- Core difference: Green ammonia uses electrolytic hydrogen from renewable electricity (near-zero CO2); blue ammonia uses SMR hydrogen from natural gas with CO2 captured and stored via CCS.
- Carbon footprints: Grey ~1.9 tonne CO2/tonne NH3; blue ~0.2–0.4; green ~0.03–0.1 — green achieves a 95–98% reduction vs grey, blue achieves 80–90%.
- Cost today: Blue ~USD 350–550/tonne; green ~USD 600–900/tonne. Gap narrowing rapidly — projected to approach parity in India’s solar belt by the early 2030s.
- Bridge vs destination: Blue is widely regarded as a transition bridge — reducing emissions now while green ammonia scales. Green is the long-term zero-carbon destination.

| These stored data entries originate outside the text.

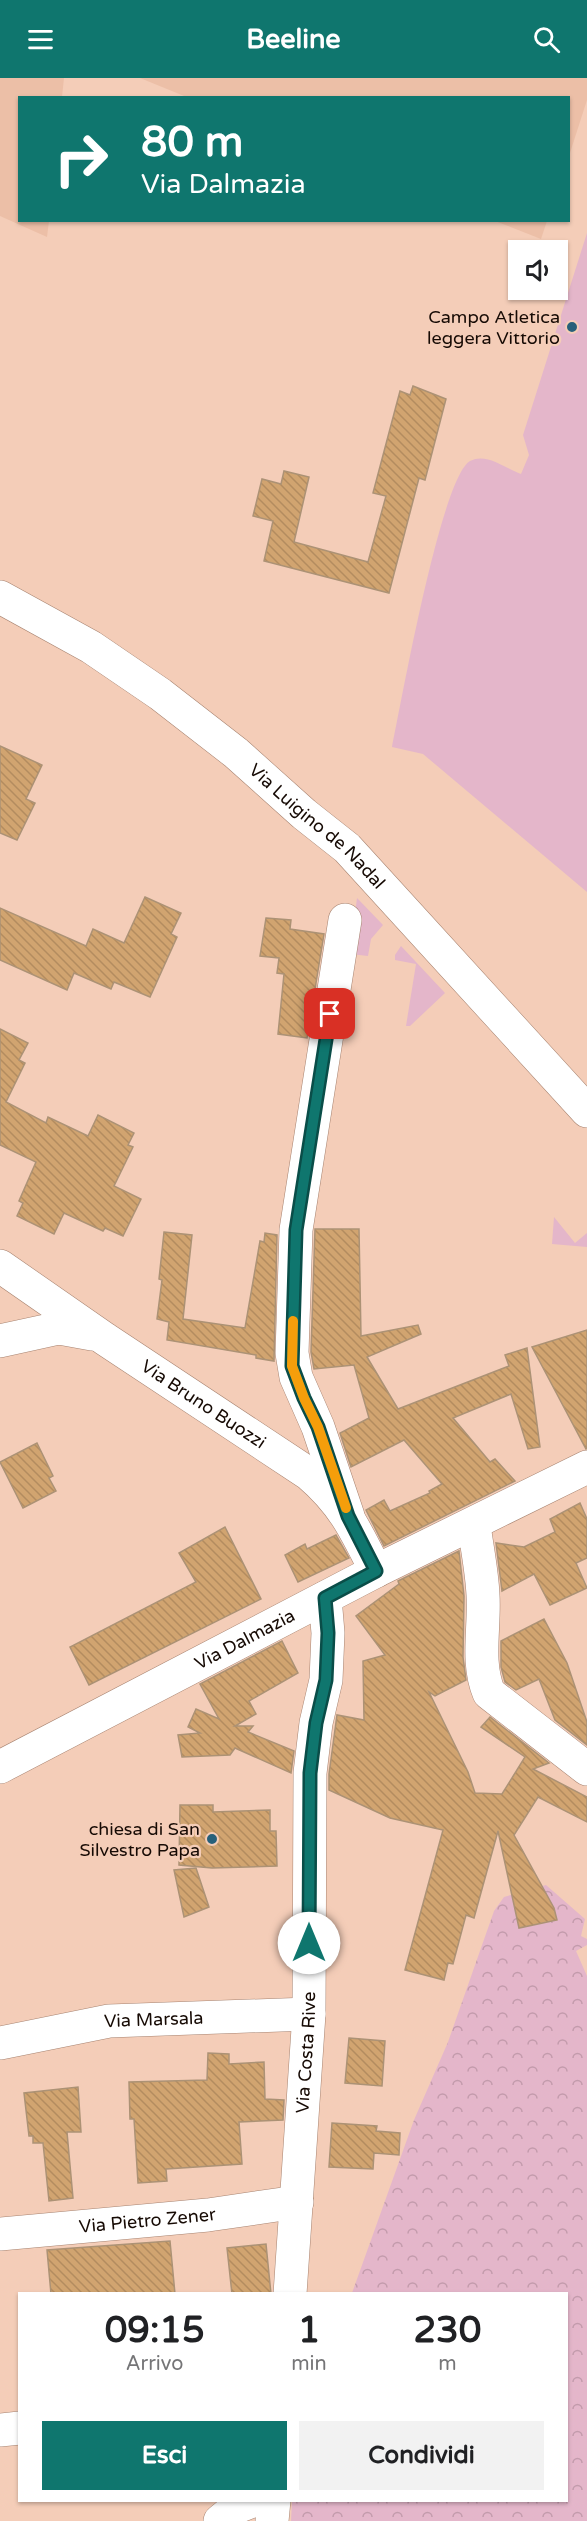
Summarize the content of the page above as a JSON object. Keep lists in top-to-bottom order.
{
  "streets": {
    "street": [
      "Via Luigino de Nadal",
      "Via Bruno Buozzi",
      "Via Dalmazia",
      "Via Marsala",
      "Via Costa Rive",
      "Via Pietro Zener"
    ]
  },
  "crossings": [
    ["Via Bruno Buozzi", "Via Dalmazia"],
    ["Via Dalmazia", "Via Costa Rive"],
    ["Via Marsala", "Via Costa Rive"],
    ["Via Costa Rive", "Via Pietro Zener"]
  ],
  "places": ["Campo Atletica leggera Vittorio", "chiesa di San Silvestro Papa"],
  "page": {
    "header": "Beeline",
    "turn": ["80 m", "Via Dalmazia"],
    "eta": [
      "09:15",
      "Arrivo",
      "1",
      "min",
      "230",
      "m"
    ],
    "buttons": ["Esci", "Condividi"]
  }
}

- Market acceptance: Japan accepts both; EU’s RFNBO standard effectively requires green (renewable-derived hydrogen). Certification frameworks matter for export market access.
- India’s choice: India’s NGHM is focused on green ammonia — renewable energy abundance makes this the natural strategic fit for Indian producers targeting export markets.

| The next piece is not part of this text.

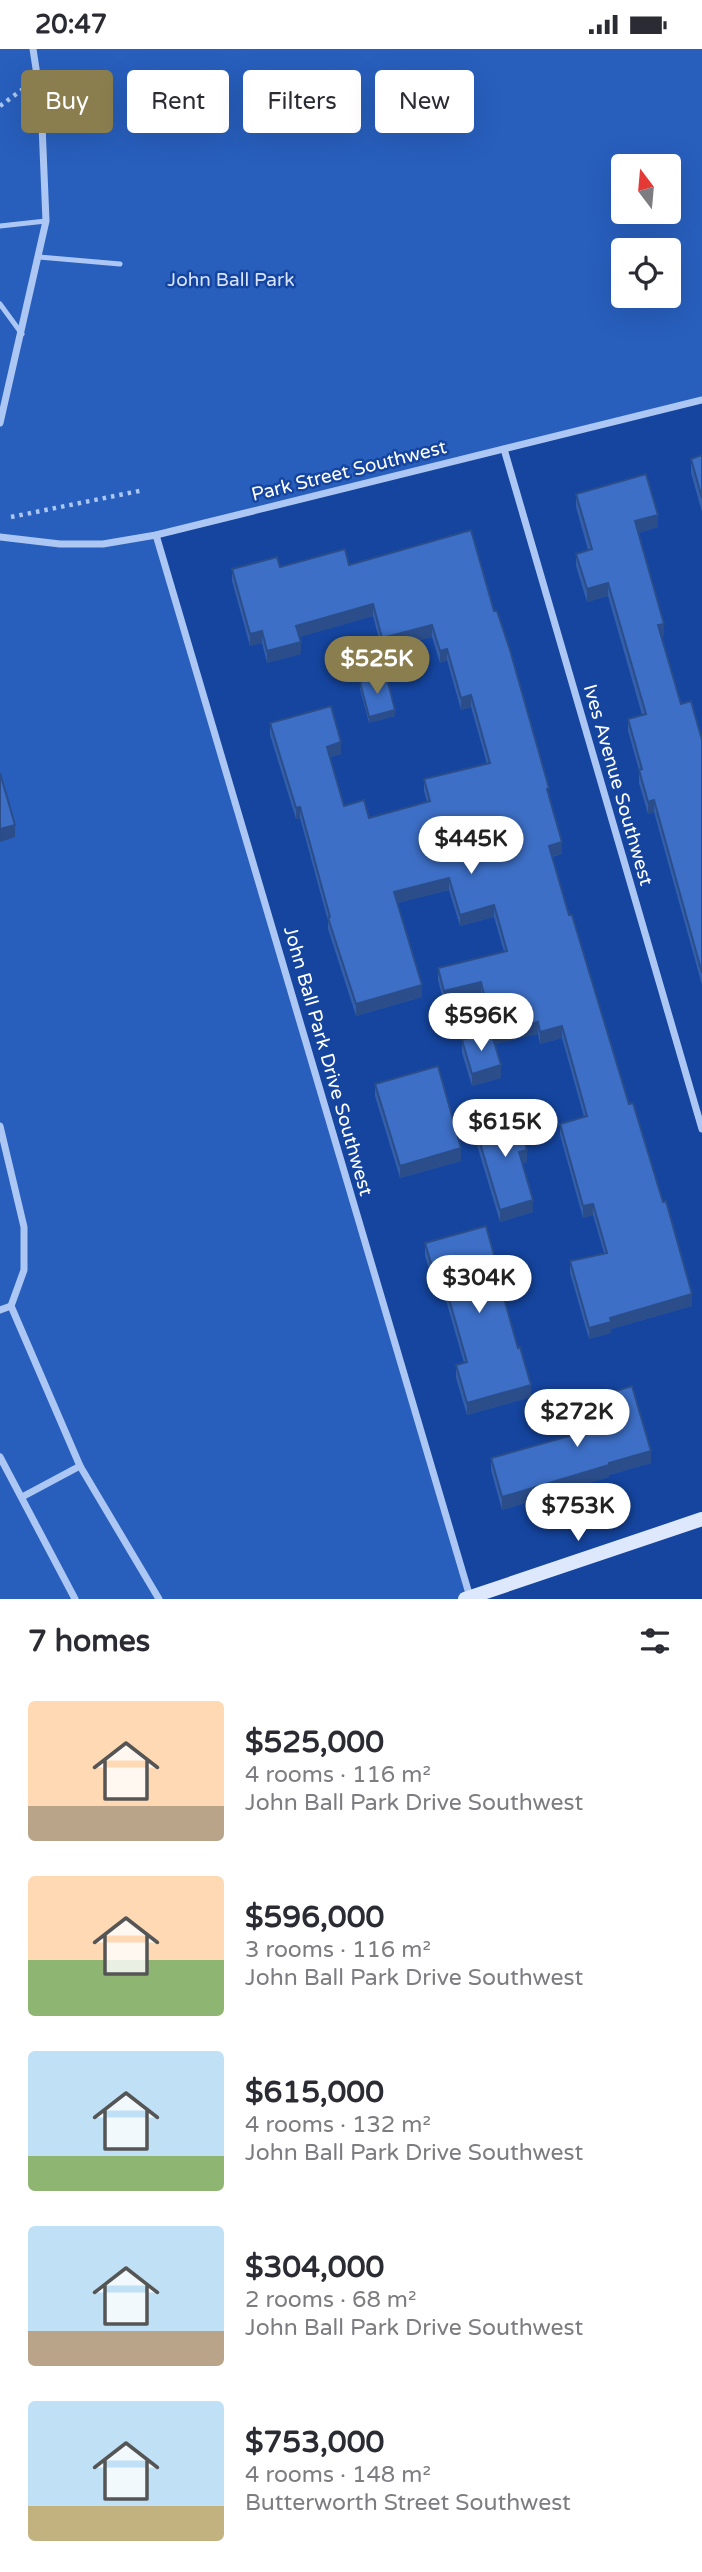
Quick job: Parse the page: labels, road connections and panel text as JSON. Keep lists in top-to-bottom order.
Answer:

- Understanding Ammonia Colour Codes
- Green Ammonia: How It’s Made
- Blue Ammonia: How It’s Made
- Carbon Footprint Comparison
- Cost Comparison
- CCS Technology: Strengths and Limitations
- Scalability and Infrastructure Requirements
- Certification and Market Access
- Bridge vs Long-Term Destination
- India’s Strategic Fit: Green Over Blue
- Who Produces Green and Blue Ammonia?
- Related Reading
- Frequently Asked Questions
As the world works to decarbonise its most energy-intensive industries, two production pathways for low-carbon ammonia have emerged as the front-runners: green ammonia, made from renewable electricity, and blue ammonia, made from natural gas with carbon capture. Both are dramatically lower in carbon intensity than conventional grey ammonia. Both are attracting major investment from producers and buyers. And both are the subject of intense debate about which represents the better pathway to a net-zero ammonia industry.
This guide provides a rigorous, objective comparison — production chemistry, carbon accounting, costs, infrastructure requirements, certification landscape, and long-term outlook. Ammoniagas supplies green ammonia and conventional anhydrous ammonia to industrial customers across India and supports India’s emerging role in the global low-carbon ammonia trade.
1. Understanding Ammonia Colour Codes
The ammonia industry uses an informal colour-coding system to describe different production pathways — similar to the hydrogen colour taxonomy that has become standard in energy policy discussions.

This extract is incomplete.